__Required action__.
Filter the records down to the lines that hold the word "shaded", and copy each of those lines.

══════════

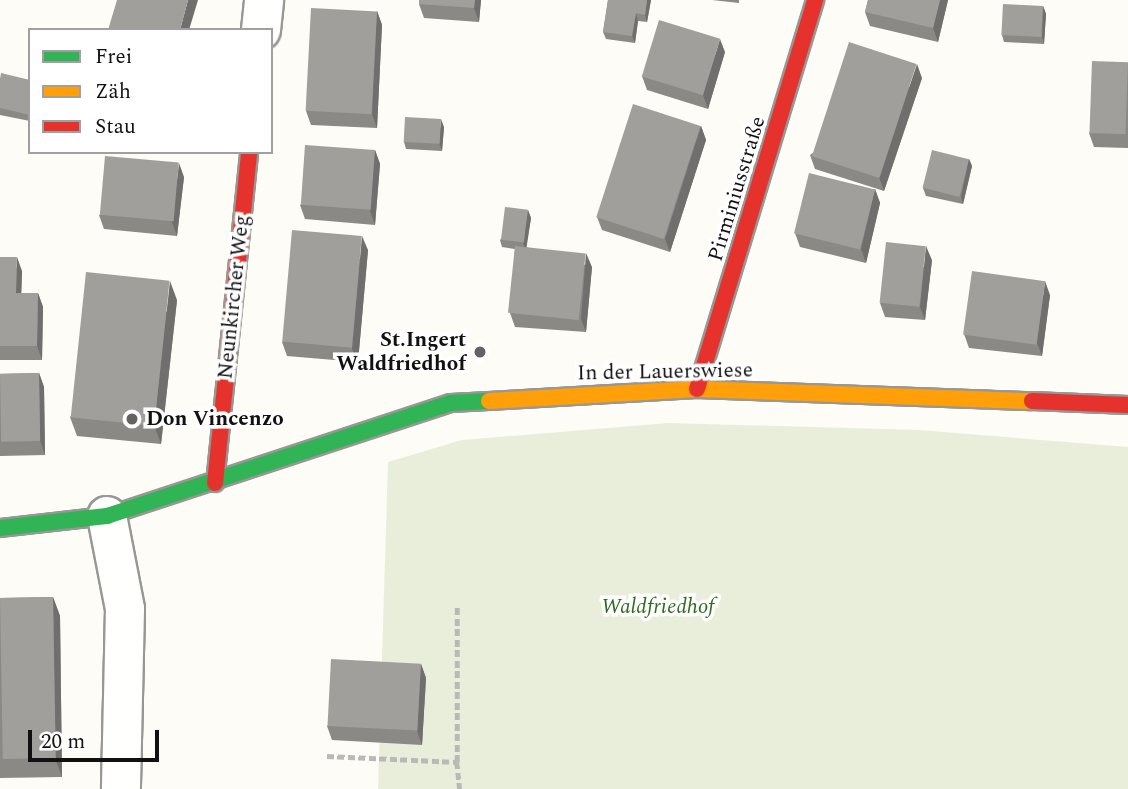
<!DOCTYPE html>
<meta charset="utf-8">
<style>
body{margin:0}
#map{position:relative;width:1128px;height:789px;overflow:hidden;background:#fdfcf7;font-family:Spectral,serif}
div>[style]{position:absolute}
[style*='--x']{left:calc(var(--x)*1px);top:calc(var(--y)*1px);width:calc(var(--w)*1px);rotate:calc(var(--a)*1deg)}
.cemetery>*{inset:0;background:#e9eedb}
.path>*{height:4.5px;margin-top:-2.25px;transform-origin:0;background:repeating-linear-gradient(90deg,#b9b9b8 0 7px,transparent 0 10.5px)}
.roads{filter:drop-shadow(2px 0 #979795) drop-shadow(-2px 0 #979795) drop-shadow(0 2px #979795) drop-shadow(0 -2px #979795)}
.street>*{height:38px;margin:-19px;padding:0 19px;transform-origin:19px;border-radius:19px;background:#fffffe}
.fast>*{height:16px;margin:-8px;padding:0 8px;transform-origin:8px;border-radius:8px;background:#30b455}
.slow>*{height:16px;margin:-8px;padding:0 8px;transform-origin:8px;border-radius:8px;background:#ff9f0a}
.jam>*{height:16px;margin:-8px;padding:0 8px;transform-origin:8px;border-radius:8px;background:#e5322d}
.wall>*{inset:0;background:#8a8986}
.shaded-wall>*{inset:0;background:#716f6d}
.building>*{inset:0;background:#a19f9c;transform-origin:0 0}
.dots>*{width:19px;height:19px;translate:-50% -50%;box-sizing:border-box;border:4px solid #fff;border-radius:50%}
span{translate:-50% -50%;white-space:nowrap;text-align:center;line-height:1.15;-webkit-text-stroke:7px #fff;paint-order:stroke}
.street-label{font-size:21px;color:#111}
.poi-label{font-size:21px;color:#111;font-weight:700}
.right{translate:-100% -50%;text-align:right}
.left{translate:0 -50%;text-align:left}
.park-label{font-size:21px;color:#2f6b1f;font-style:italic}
.legend{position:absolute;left:28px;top:28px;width:245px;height:126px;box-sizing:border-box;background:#fff;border:2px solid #a0a0a0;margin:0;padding:9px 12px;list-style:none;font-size:21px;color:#111}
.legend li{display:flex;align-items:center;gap:14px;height:35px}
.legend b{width:35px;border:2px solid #a0a0a0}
.scale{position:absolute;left:28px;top:730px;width:131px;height:32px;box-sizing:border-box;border:4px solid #111;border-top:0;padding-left:9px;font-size:21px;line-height:24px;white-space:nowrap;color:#111;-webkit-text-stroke:5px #fff;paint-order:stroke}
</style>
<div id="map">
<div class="cemetery">
<i style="clip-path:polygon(668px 423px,919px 430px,1128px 447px,1128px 789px,378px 789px,388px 462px,462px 440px)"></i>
</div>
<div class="path">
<i style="--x:327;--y:756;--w:130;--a:2.6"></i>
<i style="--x:457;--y:762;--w:156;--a:-90"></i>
<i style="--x:457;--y:762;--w:27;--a:84"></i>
</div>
<div class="roads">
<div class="street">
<i style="--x:261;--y:30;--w:30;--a:-84"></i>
<i style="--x:107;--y:516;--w:95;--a:79"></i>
<i style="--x:125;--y:609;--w:180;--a:91.3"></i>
</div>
<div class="fast">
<i style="--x:0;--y:528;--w:108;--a:-6.4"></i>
<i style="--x:107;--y:516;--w:362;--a:-18.2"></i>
<i style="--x:451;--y:403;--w:38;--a:-3"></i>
</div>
<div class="slow">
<i style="--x:489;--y:401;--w:208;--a:-3.3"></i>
<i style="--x:697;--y:389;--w:335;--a:2.1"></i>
</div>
<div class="jam">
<i style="--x:697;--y:389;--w:407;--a:-73.1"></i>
<i style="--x:1032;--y:401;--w:96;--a:2.4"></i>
<i style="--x:215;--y:483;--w:333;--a:-84.1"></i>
</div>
</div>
<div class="wall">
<i style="clip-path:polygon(481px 0,479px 22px,424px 18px,419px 4px)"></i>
<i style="clip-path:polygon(608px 0,651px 0,647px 22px,638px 21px,635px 43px,606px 39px,603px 32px)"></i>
<i style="clip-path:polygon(712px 0,739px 0,739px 3px)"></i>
<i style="clip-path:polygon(868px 0,948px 0,938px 42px,870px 26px,865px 12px)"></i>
<i style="clip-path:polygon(1043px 6px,1046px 14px,1044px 44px,1004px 42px,1002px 35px)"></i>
<i style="clip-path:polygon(377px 11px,382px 25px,377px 128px,311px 125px,306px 111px)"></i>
<i style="clip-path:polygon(725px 52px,708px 109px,647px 90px,642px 76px)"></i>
<i style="clip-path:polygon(1128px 62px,1128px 148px,1094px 147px,1089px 133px)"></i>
<i style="clip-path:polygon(922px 78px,884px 191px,815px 169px,810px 155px)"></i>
<i style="clip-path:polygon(0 79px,30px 80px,30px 121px,0 115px)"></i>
<i style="clip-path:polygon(701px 126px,706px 140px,670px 252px,602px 230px,597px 217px)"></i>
<i style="clip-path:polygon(444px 127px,442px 151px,406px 149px,404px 142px)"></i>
<i style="clip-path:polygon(375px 150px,380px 164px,375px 225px,305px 219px,300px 205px)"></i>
<i style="clip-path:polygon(969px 159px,972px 166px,963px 204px,926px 196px,923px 188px)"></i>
<i style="clip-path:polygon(184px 177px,177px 236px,104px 229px,99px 215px)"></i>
<i style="clip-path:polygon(875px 189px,880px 203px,866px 263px,800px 247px,795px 233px)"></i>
<i style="clip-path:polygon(528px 210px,531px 218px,526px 247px,592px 267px,586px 332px,515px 327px,510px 313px,515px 249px,502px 247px,500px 240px)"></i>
<i style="clip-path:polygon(368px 250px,358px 362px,287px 356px,282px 342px)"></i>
<i style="clip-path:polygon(0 257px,22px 271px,21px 293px,38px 293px,43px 307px,42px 360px,0 360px)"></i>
<i style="clip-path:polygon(932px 260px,925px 320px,885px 317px,880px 303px)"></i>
<i style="clip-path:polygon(1050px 295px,1042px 356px,969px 348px,964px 334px)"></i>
<i style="clip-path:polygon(177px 300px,161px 444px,77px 436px,70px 417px)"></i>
<i style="clip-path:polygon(39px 373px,44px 387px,45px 455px,0 456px,0 374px)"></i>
<i style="clip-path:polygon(53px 597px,60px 616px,62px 777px,0 778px,0 598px)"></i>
<i style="clip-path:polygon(421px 664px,426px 678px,422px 745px,332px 740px,327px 726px)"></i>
</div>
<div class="shaded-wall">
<i style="clip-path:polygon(188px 0,198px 0,189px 30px,180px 30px)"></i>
<i style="clip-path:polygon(475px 0,481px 0,479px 22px,474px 8px)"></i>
<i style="clip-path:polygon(647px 0,651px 0,647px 22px,645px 15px)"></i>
<i style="clip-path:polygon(940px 0,948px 0,938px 42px,933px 28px)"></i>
<i style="clip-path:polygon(1043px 6px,1046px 14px,1044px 44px,1042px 37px)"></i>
<i style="clip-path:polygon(377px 11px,382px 25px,377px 128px,372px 114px)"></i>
<i style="clip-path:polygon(636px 13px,638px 21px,635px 43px,632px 36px)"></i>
<i style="clip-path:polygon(720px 39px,725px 52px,708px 109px,703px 95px)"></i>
<i style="clip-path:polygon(917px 64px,922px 78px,884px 191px,879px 177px)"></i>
<i style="clip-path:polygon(441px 119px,444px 127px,442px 151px,439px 143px)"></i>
<i style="clip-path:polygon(701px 126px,706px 140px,670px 252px,665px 239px)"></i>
<i style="clip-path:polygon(375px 150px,380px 164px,375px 225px,370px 211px)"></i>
<i style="clip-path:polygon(969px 159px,972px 166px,963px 204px,961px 197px)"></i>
<i style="clip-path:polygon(179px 163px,184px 177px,177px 236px,172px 222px)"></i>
<i style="clip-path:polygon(875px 189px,880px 203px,866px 263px,861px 249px)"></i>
<i style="clip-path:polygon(528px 210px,531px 218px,526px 251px,523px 243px)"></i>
<i style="clip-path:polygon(362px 236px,368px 250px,358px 362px,352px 349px)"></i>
<i style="clip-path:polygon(926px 246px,932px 260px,925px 320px,920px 307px)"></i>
<i style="clip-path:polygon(586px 253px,592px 267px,586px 332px,581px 319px)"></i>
<i style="clip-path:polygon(17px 257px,22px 271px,21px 306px,16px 293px)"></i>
<i style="clip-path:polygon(170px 281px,177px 300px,161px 444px,154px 425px)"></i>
<i style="clip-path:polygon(1045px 281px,1050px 295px,1042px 356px,1037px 343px)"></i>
<i style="clip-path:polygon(38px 293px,43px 307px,42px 360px,37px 346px)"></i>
<i style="clip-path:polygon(39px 373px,44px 387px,45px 455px,40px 441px)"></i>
<i style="clip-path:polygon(53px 597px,60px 616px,62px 777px,55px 758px)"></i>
<i style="clip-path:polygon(421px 664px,426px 678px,422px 745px,417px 731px)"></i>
</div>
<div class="building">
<i style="clip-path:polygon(117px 0,188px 0,180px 30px,108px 30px)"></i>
<i style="clip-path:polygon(419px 0,475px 0,474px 8px,419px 4px)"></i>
<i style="clip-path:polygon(608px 0,647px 0,645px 15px,636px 13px,632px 36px,603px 32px)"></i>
<i style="clip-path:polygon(868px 0,940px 0,933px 28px,865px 12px)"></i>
<i style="left:1003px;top:4px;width:40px;height:31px;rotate:3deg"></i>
<i style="left:311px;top:8px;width:66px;height:103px;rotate:3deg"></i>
<i style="left:659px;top:20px;width:64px;height:59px;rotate:17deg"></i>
<i style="left:849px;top:42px;width:71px;height:120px;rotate:18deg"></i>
<i style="left:1092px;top:61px;width:36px;height:72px;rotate:2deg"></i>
<i style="clip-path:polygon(1px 73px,30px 80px,30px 115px,0 108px,0 79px)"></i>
<i style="left:633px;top:104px;width:71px;height:119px;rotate:18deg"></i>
<i style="left:405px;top:117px;width:36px;height:25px;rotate:3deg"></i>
<i style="left:305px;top:145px;width:70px;height:60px;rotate:4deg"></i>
<i style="left:932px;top:150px;width:38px;height:39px;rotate:14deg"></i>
<i style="left:105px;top:156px;width:74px;height:59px;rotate:5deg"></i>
<i style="left:809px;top:173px;width:68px;height:62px;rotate:14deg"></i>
<i style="left:505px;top:207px;width:23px;height:33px;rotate:7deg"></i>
<i style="left:292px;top:230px;width:70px;height:112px;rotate:5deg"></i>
<i style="left:886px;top:242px;width:40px;height:61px;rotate:6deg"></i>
<i style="left:515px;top:246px;width:71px;height:67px;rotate:6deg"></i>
<i style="clip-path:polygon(0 257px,17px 257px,16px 293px,38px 293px,37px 346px,0 346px)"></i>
<i style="left:972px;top:271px;width:74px;height:64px;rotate:8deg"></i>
<i style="left:86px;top:272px;width:84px;height:146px;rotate:6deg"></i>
<i style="left:39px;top:373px;width:68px;height:39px;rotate:89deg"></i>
<i style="left:53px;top:597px;width:161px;height:53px;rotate:89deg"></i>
<i style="left:331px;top:659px;width:90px;height:67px;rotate:3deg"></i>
</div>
<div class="dots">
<i style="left:480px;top:352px;background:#646362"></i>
<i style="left:132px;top:419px;background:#646362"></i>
</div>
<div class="street-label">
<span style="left:737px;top:189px;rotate:-73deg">Pirminiusstraße</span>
<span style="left:234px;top:297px;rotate:-84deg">Neunkircher Weg</span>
<span style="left:665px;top:372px;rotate:-1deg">In der Lauerswiese</span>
</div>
<div class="poi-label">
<span class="right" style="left:466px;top:352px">St.Ingert<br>Waldfriedhof</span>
<span class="left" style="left:146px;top:419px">Don Vincenzo</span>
</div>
<div class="park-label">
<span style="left:658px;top:607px">Waldfriedhof</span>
</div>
<ul class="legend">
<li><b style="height:9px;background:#30b455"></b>Frei</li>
<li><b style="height:9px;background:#ff9f0a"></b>Zäh</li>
<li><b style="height:9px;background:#e5322d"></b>Stau</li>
</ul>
<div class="scale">20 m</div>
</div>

══════════

__Problem solution__.
.shaded-wall>*{inset:0;background:#716f6d}
<div class="shaded-wall">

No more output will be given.